*Your objective*:
Show every line of the data where the word "drawer" can be found.

***** Records shown *****

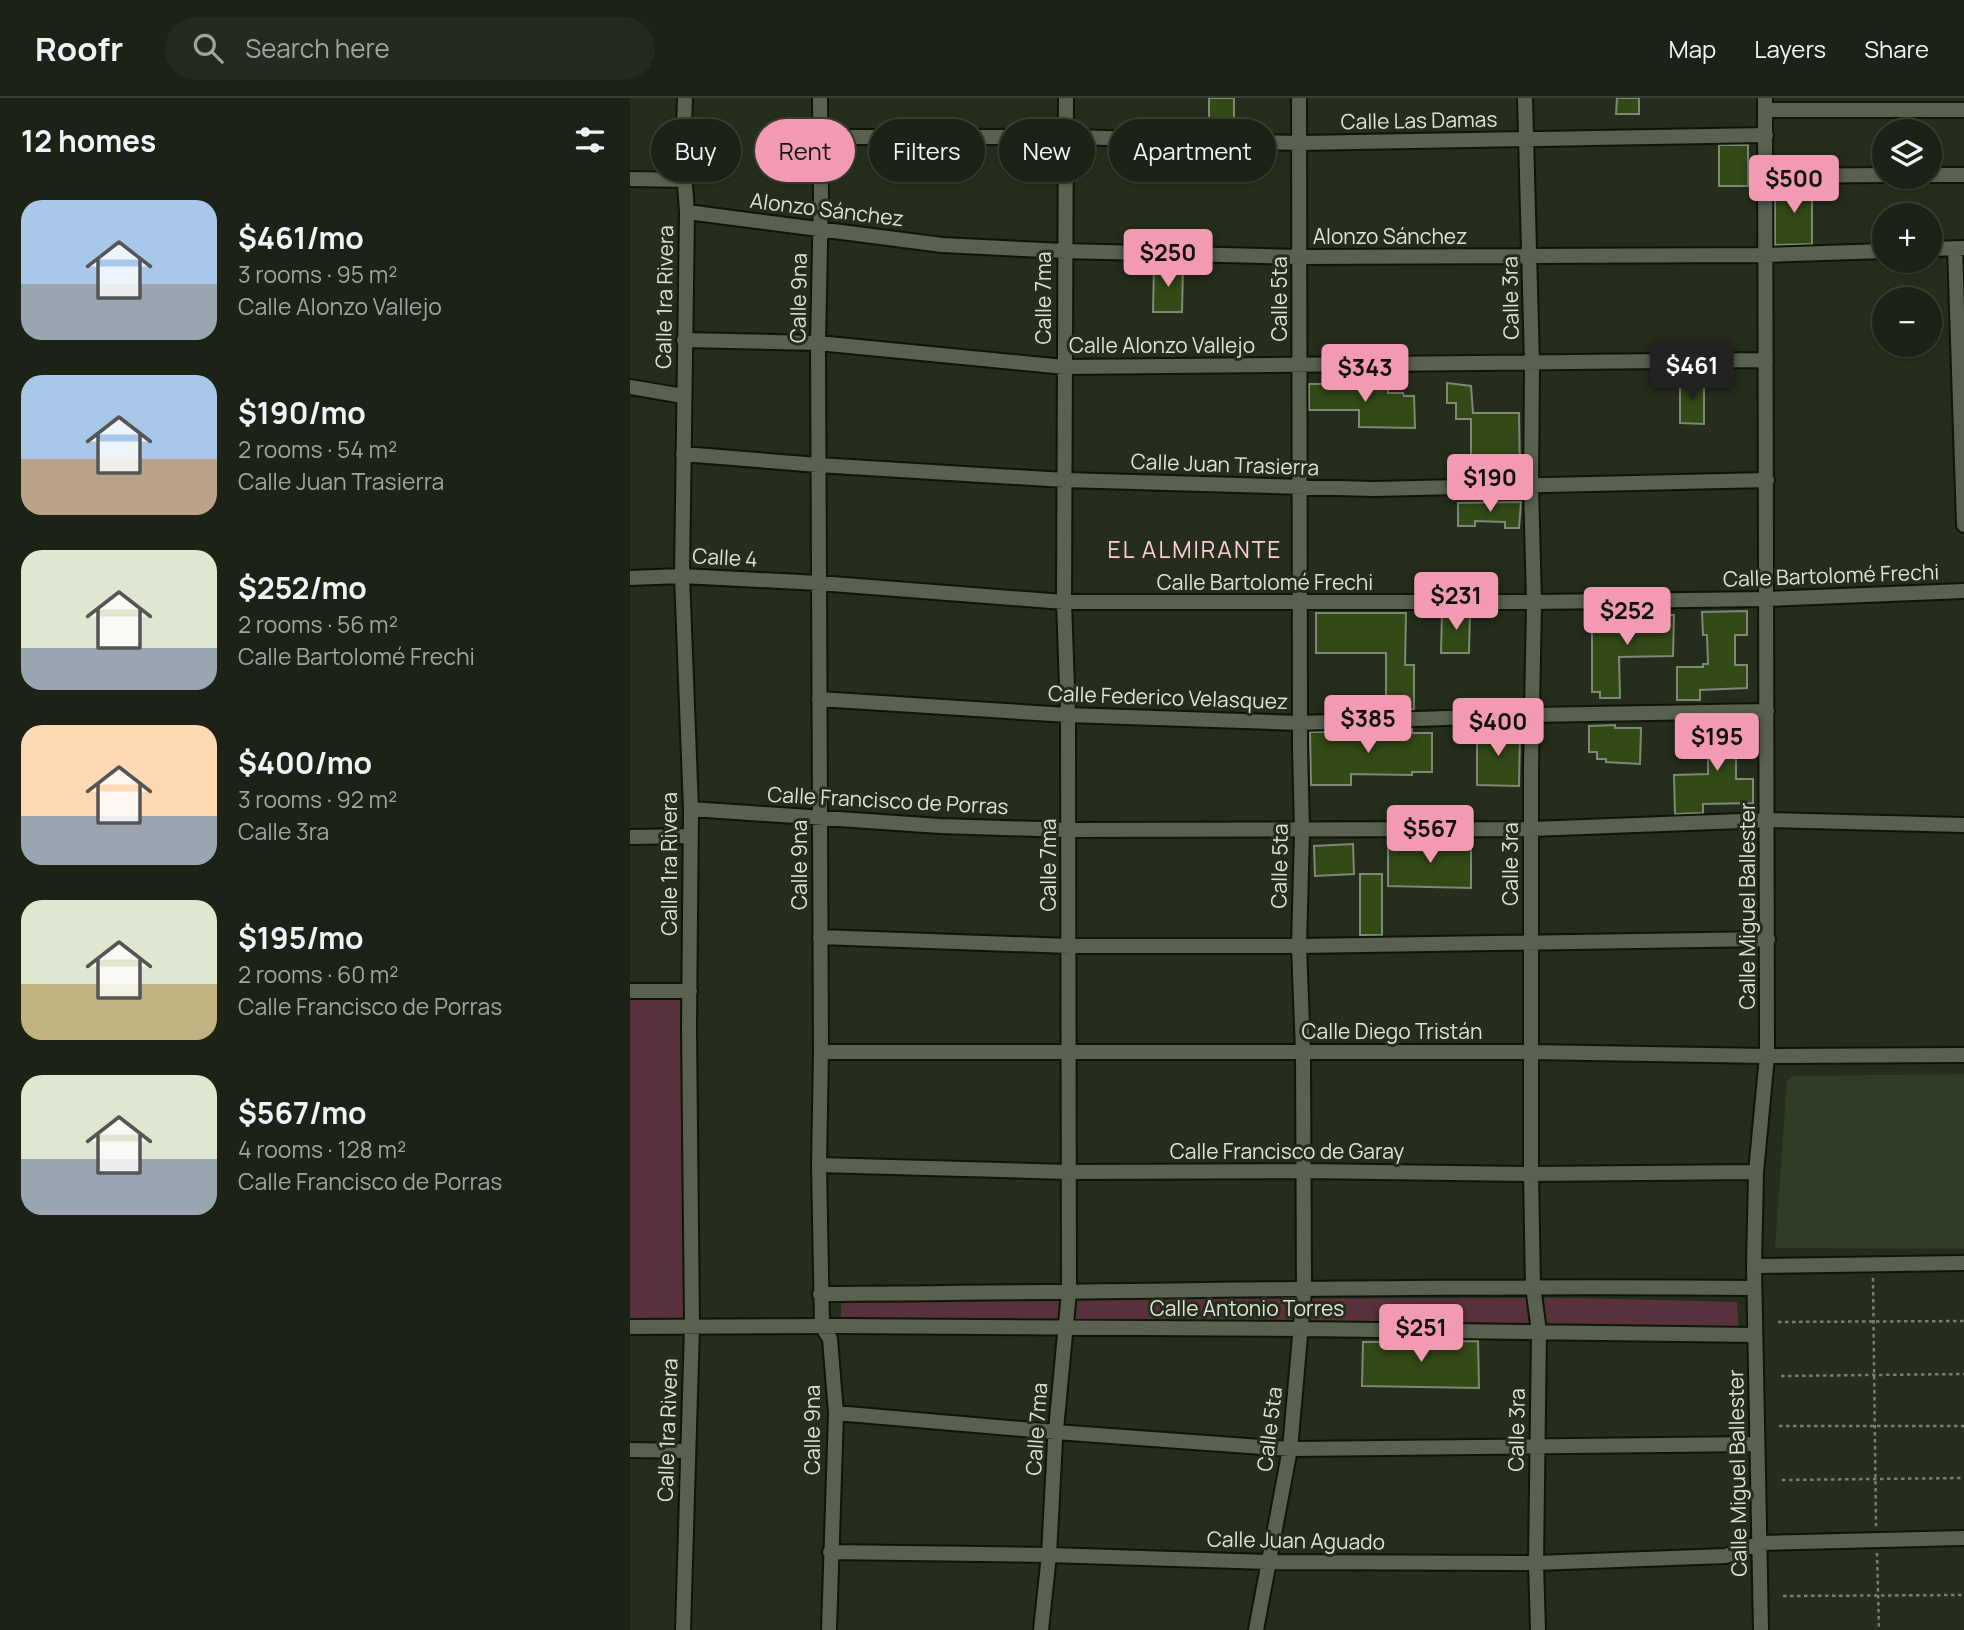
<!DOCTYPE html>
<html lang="en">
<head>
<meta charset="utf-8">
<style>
	body { margin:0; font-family:Manrope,sans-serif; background:#252a1f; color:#f1f3f6; height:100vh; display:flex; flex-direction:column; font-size:26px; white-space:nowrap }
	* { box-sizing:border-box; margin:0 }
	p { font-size:23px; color:#a0a4a1 }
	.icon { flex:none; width:38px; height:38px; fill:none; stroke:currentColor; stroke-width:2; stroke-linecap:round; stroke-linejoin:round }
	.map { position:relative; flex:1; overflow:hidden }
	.drawer { display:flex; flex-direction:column; background:#1c2216; width:630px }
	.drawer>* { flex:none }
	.guide { position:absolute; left:21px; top:21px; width:665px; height:63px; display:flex; gap:14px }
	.fabs { position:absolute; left:1242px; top:21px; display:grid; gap:14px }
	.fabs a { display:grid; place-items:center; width:70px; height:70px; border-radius:50%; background:#1c2216; box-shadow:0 2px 5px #0004,0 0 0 2px #3a3f35; font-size:35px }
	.price { position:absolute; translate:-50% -60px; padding:0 16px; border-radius:7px; background:#f19ab1; color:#111; font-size:23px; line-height:46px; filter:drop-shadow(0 2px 4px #0008) }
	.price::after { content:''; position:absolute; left:50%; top:42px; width:21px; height:16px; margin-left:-10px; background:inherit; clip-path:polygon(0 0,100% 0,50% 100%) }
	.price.current { background:#222; color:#fff }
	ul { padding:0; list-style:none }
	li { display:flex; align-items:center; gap:21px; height:175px; padding:0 21px }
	li span { display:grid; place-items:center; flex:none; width:196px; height:140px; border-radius:21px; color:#555 }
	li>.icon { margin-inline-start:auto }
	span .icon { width:84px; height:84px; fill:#fffc; stroke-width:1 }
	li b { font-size:30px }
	h2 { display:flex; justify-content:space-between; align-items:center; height:84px; padding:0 21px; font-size:30px }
	.chip { padding:0 24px; border-radius:32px; background:#1c2216; box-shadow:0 2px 5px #0004,0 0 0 2px #3a3f35; font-size:24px; line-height:63px }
	.chip.current { background:#f19ab1; color:#111 }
	header { display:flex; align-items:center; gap:42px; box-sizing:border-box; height:98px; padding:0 35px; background:#1c2216; border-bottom:2px solid #3a3f35 }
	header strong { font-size:33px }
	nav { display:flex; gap:38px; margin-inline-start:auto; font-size:24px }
	.search { width:490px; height:63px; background:#252a1f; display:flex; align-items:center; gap:18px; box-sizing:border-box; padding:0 24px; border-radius:38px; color:#a0a4a1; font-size:26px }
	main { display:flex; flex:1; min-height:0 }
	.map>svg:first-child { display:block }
	.built { fill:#303b24 }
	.green { fill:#59313c }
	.building { fill:#334916; stroke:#7e8875; stroke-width:2 }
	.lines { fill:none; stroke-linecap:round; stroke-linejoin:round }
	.street-casing { stroke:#0e1607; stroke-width:18 }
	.path { stroke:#788071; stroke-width:2.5; stroke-dasharray:3.5 3.5; stroke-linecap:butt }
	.street { stroke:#596250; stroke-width:14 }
	.labels { text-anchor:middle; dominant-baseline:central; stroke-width:6; stroke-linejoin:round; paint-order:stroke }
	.street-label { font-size:21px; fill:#dce2d7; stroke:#252e1d }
	.neighbourhood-label { font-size:23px; letter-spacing:2px; fill:#fecbd8; stroke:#252e1d }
</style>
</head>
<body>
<header>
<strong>Roofr</strong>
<div class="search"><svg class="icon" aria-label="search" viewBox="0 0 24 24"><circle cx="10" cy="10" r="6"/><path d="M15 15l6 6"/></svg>Search here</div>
<nav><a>Map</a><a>Layers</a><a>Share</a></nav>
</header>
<main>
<section class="drawer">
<h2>12 homes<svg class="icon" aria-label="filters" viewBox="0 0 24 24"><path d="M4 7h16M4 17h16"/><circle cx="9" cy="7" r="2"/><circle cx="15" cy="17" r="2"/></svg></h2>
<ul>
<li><span style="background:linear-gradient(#a9c7e8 60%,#9aa5b1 0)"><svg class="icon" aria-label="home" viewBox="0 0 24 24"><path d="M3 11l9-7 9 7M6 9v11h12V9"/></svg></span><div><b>$461/mo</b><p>3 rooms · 95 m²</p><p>Calle Alonzo Vallejo</p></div></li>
<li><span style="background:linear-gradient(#a9c7e8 60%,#b9a48a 0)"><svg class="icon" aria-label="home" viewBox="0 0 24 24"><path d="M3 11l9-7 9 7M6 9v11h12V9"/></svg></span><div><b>$190/mo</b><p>2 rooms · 54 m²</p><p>Calle Juan Trasierra</p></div></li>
<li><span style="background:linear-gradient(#dfe7d0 70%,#9aa5b1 0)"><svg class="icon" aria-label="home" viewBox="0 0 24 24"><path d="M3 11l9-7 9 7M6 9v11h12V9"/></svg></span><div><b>$252/mo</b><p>2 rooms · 56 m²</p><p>Calle Bartolomé Frechi</p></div></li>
<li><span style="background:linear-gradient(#ffd9b3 65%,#9aa5b1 0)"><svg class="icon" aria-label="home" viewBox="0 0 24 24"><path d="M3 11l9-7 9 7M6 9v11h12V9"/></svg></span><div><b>$400/mo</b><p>3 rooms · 92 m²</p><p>Calle 3ra</p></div></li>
<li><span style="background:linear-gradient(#dfe7d0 60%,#c2b280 0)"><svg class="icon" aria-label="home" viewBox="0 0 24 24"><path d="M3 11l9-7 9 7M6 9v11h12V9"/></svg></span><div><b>$195/mo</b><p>2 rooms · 60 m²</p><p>Calle Francisco de Porras</p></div></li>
<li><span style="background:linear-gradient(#dfe7d0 60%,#9aa5b1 0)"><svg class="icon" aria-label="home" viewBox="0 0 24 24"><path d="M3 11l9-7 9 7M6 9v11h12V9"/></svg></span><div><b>$567/mo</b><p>4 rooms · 128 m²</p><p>Calle Francisco de Porras</p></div></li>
</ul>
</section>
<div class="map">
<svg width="1334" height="1532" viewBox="0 0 1334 1532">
	<rect width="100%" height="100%" fill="#252e1d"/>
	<!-- built -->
	<path class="built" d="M1334,976V1151L1145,1150L1157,983L1163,978Z"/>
	<!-- green -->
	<path class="green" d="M0,900H52L55,1221H0Z
		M948,1200L1107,1204L1109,1236L210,1228L212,1201Z"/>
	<!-- building -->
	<path class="building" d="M579,0H604V24H579Z
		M987,0H1009V16H986Z
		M1089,47H1118V88H1089Z
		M1182,87V146L1145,147V88Z
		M524,168H553L552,214H523Z
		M1050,282H1074V326L1050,325Z
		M817,285L841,288L843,315H889L890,375H841V321H826V305H817Z
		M679,286H722V289L758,290V295H773L774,298H784L785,330L729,329V312H679Z
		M891,404L889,430H875V424L845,423V428H828V405Z
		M1117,513V537H1105V567H1117V590L1070,592V602H1047V569H1073V566H1078L1077,537H1073L1072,514Z
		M812,514H840L839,555H811Z
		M686,515H776L775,567H784V611L756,612V555H686Z
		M993,517H1044L1043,558L989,559L990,600H970V594H962V521H993Z
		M985,627V630H1011L1010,666L976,664V661H967V654H959V628Z
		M1121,627V651H1106V681H1123V705L1073,706V715L1045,716L1044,677L1078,676V628Z
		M782,631V635H802V674H782V677L721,676V687H681L680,634H750L756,632Z
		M847,632L890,633L889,688L847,687Z
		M815,744H841V790L758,788V746H815Z
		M723,746L724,776L685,778L684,748Z
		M730,776H752V837H730Z
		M848,1243L849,1290L732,1288L733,1244Z"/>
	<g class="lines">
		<!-- street casing -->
		<g class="street-casing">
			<path id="street" d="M190,0L191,98L188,245L191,954L189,1067L192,1228L200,1241L206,1315L199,1532
				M895,0L902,266L901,388L904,504L901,669V1076L903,1188L909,1234L906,1465L908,1532
				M1136,12H1334
				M191,39H436L669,45L1136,37
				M1300,77H1334
				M1136,78L1255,77
				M0,81L55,82
				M57,114L312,147L434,153L669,159L1136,157L1255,153
				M1325,150L1334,427
				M1300,151L1333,150
				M54,242L188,245L434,269L1136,262
				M0,289L53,298
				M53,356L188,367L435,382L743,391L1137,382
				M0,480L52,478L189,485L434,504H904L1137,501L1334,493
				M189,601L438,617L670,625L902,617L1137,613
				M61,711L310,728L439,732L901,731L1138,722L1334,727
				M0,739L61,738
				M190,839L439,848H669L1138,841
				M0,893H60
				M191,954H901L1137,958L1334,957
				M189,1067L438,1074L674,1073L901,1076L1126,1074
				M1124,1168L1334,1165
				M190,1196C502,1194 813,1187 1124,1190
				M0,1229L210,1228L672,1231L1125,1237
				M206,1315L426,1334L660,1351L1127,1346
				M0,1352L58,1353
				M200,1454L419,1457L638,1464L906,1465L1096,1458L1129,1445L1334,1440
				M53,1532L62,1229L59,929L61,711L52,478L57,114L53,60L55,0
				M411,1532L419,1457L425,1342L439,1194L438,617L434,504L436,0
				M626,1532L660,1351L674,1193L673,954L669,848L672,733L670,649L669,0
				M1131,1532L1124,1168L1126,1074L1137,958L1135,0"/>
		</g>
		<!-- path -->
		<path class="path" d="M1243,1180L1246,1428
			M1148,1224L1334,1223
			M1151,1278L1334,1276
			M1149,1328H1334
			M1152,1382L1334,1380
			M1247,1455L1249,1532
			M1153,1498L1334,1497"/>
		<!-- street -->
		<use href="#street" class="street"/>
	</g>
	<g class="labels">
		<!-- street labels -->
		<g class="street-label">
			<text transform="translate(789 22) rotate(-1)">Calle Las Damas</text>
			<text transform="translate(197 111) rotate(7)">Alonzo Sánchez</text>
			<text x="760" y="138">Alonzo Sánchez</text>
			<text transform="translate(34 199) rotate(-89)">Calle 1ra Rivera</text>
			<text transform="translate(168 200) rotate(-89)">Calle 9na</text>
			<text transform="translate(413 200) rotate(-90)">Calle 7ma</text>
			<text transform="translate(880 200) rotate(-91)">Calle 3ra</text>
			<text transform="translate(649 201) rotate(-90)">Calle 5ta</text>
			<text x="532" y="247">Calle Alonzo Vallejo</text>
			<text transform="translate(595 366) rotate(2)">Calle Juan Trasierra</text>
			<text transform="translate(95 459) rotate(3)">Calle 4</text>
			<text transform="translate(1201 477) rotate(-2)">Calle Bartolomé Frechi</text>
			<text x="635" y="484">Calle Bartolomé Frechi</text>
			<text transform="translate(538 599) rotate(2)">Calle Federico Velasquez</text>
			<text transform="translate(258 702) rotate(3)">Calle Francisco de Porras</text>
			<text transform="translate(39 766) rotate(-90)">Calle 1ra Rivera</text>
			<text transform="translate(880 766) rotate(-90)">Calle 3ra</text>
			<text transform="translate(169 767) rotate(-90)">Calle 9na</text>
			<text transform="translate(418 767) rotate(-90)">Calle 7ma</text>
			<text transform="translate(649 768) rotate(-89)">Calle 5ta</text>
			<text transform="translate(1117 808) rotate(-90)">Calle Miguel Ballester</text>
			<text x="762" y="933">Calle Diego Tristán</text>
			<text x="657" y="1053">Calle Francisco de Garay</text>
			<text x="617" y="1210">Calle Antonio Torres</text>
			<text transform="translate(406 1331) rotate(-86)">Calle 7ma</text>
			<text transform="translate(639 1331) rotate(-83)">Calle 5ta</text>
			<text transform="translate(37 1332) rotate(-88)">Calle 1ra Rivera</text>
			<text transform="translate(182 1332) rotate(-90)">Calle 9na</text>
			<text transform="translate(886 1332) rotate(-89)">Calle 3ra</text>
			<text transform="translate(1107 1375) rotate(-91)">Calle Miguel Ballester</text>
			<text transform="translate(666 1442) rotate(1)">Calle Juan Aguado</text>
		</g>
		<!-- neighbourhood labels -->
		<g class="neighbourhood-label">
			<text x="565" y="451">EL ALMIRANTE</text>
		</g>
	</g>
</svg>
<div class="fabs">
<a><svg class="icon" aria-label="layers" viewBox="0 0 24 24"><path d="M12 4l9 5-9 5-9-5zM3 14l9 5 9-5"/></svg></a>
<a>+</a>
<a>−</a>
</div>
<b class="price" style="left:1164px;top:117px">$500</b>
<b class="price" style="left:538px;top:191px">$250</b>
<b class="price current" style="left:1062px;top:304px">$461</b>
<b class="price" style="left:735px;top:306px">$343</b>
<b class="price" style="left:860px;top:416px">$190</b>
<b class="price" style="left:826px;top:534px">$231</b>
<b class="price" style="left:997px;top:549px">$252</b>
<b class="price" style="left:738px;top:657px">$385</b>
<b class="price" style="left:868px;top:660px">$400</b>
<b class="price" style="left:1087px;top:675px">$195</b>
<b class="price" style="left:800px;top:767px">$567</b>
<b class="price" style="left:791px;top:1266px">$251</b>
<div class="guide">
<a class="chip">Buy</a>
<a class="chip current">Rent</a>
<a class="chip">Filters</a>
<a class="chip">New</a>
<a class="chip">Apartment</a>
</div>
</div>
</main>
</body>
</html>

*****

*Response for this exercise*:
	.drawer { display:flex; flex-direction:column; background:#1c2216; width:630px }
	.drawer>* { flex:none }
<section class="drawer">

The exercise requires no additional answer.